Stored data

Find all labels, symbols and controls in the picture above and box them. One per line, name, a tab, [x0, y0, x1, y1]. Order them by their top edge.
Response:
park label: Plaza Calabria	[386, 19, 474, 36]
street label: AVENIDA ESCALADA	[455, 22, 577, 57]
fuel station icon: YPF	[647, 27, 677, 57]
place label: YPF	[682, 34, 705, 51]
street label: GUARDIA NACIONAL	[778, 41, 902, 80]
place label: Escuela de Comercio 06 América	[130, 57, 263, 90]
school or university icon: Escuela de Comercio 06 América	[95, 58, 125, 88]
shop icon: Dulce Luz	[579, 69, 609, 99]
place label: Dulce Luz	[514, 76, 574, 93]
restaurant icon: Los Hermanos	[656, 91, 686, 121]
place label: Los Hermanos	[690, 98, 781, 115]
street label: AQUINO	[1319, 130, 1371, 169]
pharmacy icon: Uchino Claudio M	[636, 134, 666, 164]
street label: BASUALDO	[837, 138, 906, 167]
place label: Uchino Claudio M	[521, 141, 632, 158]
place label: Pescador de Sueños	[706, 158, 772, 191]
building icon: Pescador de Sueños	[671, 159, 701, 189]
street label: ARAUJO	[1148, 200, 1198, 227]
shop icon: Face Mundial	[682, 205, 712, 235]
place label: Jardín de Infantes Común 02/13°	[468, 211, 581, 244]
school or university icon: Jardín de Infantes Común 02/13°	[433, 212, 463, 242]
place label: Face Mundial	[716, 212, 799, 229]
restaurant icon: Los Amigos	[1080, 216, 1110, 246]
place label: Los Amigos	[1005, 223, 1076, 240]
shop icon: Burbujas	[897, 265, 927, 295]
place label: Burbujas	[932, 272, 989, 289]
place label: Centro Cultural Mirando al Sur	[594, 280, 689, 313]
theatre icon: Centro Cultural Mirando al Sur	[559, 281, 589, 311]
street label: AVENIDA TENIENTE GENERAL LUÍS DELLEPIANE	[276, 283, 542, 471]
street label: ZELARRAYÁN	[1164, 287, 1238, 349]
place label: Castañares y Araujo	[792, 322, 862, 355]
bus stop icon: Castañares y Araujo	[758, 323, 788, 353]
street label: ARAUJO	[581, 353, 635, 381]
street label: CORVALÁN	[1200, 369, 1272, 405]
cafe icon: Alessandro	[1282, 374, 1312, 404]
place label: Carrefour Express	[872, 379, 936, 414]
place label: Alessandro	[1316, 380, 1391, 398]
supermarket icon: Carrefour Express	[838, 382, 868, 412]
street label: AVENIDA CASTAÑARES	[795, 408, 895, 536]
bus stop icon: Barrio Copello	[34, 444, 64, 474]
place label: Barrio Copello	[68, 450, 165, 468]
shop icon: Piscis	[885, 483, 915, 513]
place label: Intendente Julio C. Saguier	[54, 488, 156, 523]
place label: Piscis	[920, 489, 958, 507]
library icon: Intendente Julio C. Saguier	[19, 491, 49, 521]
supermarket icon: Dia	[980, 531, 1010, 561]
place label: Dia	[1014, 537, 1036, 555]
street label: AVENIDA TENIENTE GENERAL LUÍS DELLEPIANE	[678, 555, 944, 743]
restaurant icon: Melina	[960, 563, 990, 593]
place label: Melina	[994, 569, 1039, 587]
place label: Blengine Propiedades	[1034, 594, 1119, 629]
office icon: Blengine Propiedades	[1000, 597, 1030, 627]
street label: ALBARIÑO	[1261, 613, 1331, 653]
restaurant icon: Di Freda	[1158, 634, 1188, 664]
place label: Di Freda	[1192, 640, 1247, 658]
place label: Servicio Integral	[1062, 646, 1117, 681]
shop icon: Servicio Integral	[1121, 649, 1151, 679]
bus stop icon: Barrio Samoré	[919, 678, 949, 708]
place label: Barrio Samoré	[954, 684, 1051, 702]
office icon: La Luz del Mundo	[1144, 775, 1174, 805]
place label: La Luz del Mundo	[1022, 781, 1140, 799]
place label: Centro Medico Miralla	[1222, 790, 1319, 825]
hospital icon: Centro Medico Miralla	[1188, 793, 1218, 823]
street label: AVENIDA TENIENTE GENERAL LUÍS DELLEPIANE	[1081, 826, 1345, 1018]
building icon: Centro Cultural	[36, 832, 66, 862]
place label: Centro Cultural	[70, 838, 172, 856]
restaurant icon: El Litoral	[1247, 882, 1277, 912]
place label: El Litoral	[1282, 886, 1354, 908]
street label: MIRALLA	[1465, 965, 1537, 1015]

PROBLEM — Repeat all of the records above exactly as written.

SOLVED PROBLEM —
Find all labels, symbols and controls in the picture above and box them. One per line, name, a tab, [x0, y0, x1, y1]. Order them by their top edge.
Response:
park label: Plaza Calabria	[386, 19, 474, 36]
street label: AVENIDA ESCALADA	[455, 22, 577, 57]
fuel station icon: YPF	[647, 27, 677, 57]
place label: YPF	[682, 34, 705, 51]
street label: GUARDIA NACIONAL	[778, 41, 902, 80]
place label: Escuela de Comercio 06 América	[130, 57, 263, 90]
school or university icon: Escuela de Comercio 06 América	[95, 58, 125, 88]
shop icon: Dulce Luz	[579, 69, 609, 99]
place label: Dulce Luz	[514, 76, 574, 93]
restaurant icon: Los Hermanos	[656, 91, 686, 121]
place label: Los Hermanos	[690, 98, 781, 115]
street label: AQUINO	[1319, 130, 1371, 169]
pharmacy icon: Uchino Claudio M	[636, 134, 666, 164]
street label: BASUALDO	[837, 138, 906, 167]
place label: Uchino Claudio M	[521, 141, 632, 158]
place label: Pescador de Sueños	[706, 158, 772, 191]
building icon: Pescador de Sueños	[671, 159, 701, 189]
street label: ARAUJO	[1148, 200, 1198, 227]
shop icon: Face Mundial	[682, 205, 712, 235]
place label: Jardín de Infantes Común 02/13°	[468, 211, 581, 244]
school or university icon: Jardín de Infantes Común 02/13°	[433, 212, 463, 242]
place label: Face Mundial	[716, 212, 799, 229]
restaurant icon: Los Amigos	[1080, 216, 1110, 246]
place label: Los Amigos	[1005, 223, 1076, 240]
shop icon: Burbujas	[897, 265, 927, 295]
place label: Burbujas	[932, 272, 989, 289]
place label: Centro Cultural Mirando al Sur	[594, 280, 689, 313]
theatre icon: Centro Cultural Mirando al Sur	[559, 281, 589, 311]
street label: AVENIDA TENIENTE GENERAL LUÍS DELLEPIANE	[276, 283, 542, 471]
street label: ZELARRAYÁN	[1164, 287, 1238, 349]
place label: Castañares y Araujo	[792, 322, 862, 355]
bus stop icon: Castañares y Araujo	[758, 323, 788, 353]
street label: ARAUJO	[581, 353, 635, 381]
street label: CORVALÁN	[1200, 369, 1272, 405]
cafe icon: Alessandro	[1282, 374, 1312, 404]
place label: Carrefour Express	[872, 379, 936, 414]
place label: Alessandro	[1316, 380, 1391, 398]
supermarket icon: Carrefour Express	[838, 382, 868, 412]
street label: AVENIDA CASTAÑARES	[795, 408, 895, 536]
bus stop icon: Barrio Copello	[34, 444, 64, 474]
place label: Barrio Copello	[68, 450, 165, 468]
shop icon: Piscis	[885, 483, 915, 513]
place label: Intendente Julio C. Saguier	[54, 488, 156, 523]
place label: Piscis	[920, 489, 958, 507]
library icon: Intendente Julio C. Saguier	[19, 491, 49, 521]
supermarket icon: Dia	[980, 531, 1010, 561]
place label: Dia	[1014, 537, 1036, 555]
street label: AVENIDA TENIENTE GENERAL LUÍS DELLEPIANE	[678, 555, 944, 743]
restaurant icon: Melina	[960, 563, 990, 593]
place label: Melina	[994, 569, 1039, 587]
place label: Blengine Propiedades	[1034, 594, 1119, 629]
office icon: Blengine Propiedades	[1000, 597, 1030, 627]
street label: ALBARIÑO	[1261, 613, 1331, 653]
restaurant icon: Di Freda	[1158, 634, 1188, 664]
place label: Di Freda	[1192, 640, 1247, 658]
place label: Servicio Integral	[1062, 646, 1117, 681]
shop icon: Servicio Integral	[1121, 649, 1151, 679]
bus stop icon: Barrio Samoré	[919, 678, 949, 708]
place label: Barrio Samoré	[954, 684, 1051, 702]
office icon: La Luz del Mundo	[1144, 775, 1174, 805]
place label: La Luz del Mundo	[1022, 781, 1140, 799]
place label: Centro Medico Miralla	[1222, 790, 1319, 825]
hospital icon: Centro Medico Miralla	[1188, 793, 1218, 823]
street label: AVENIDA TENIENTE GENERAL LUÍS DELLEPIANE	[1081, 826, 1345, 1018]
building icon: Centro Cultural	[36, 832, 66, 862]
place label: Centro Cultural	[70, 838, 172, 856]
restaurant icon: El Litoral	[1247, 882, 1277, 912]
place label: El Litoral	[1282, 886, 1354, 908]
street label: MIRALLA	[1465, 965, 1537, 1015]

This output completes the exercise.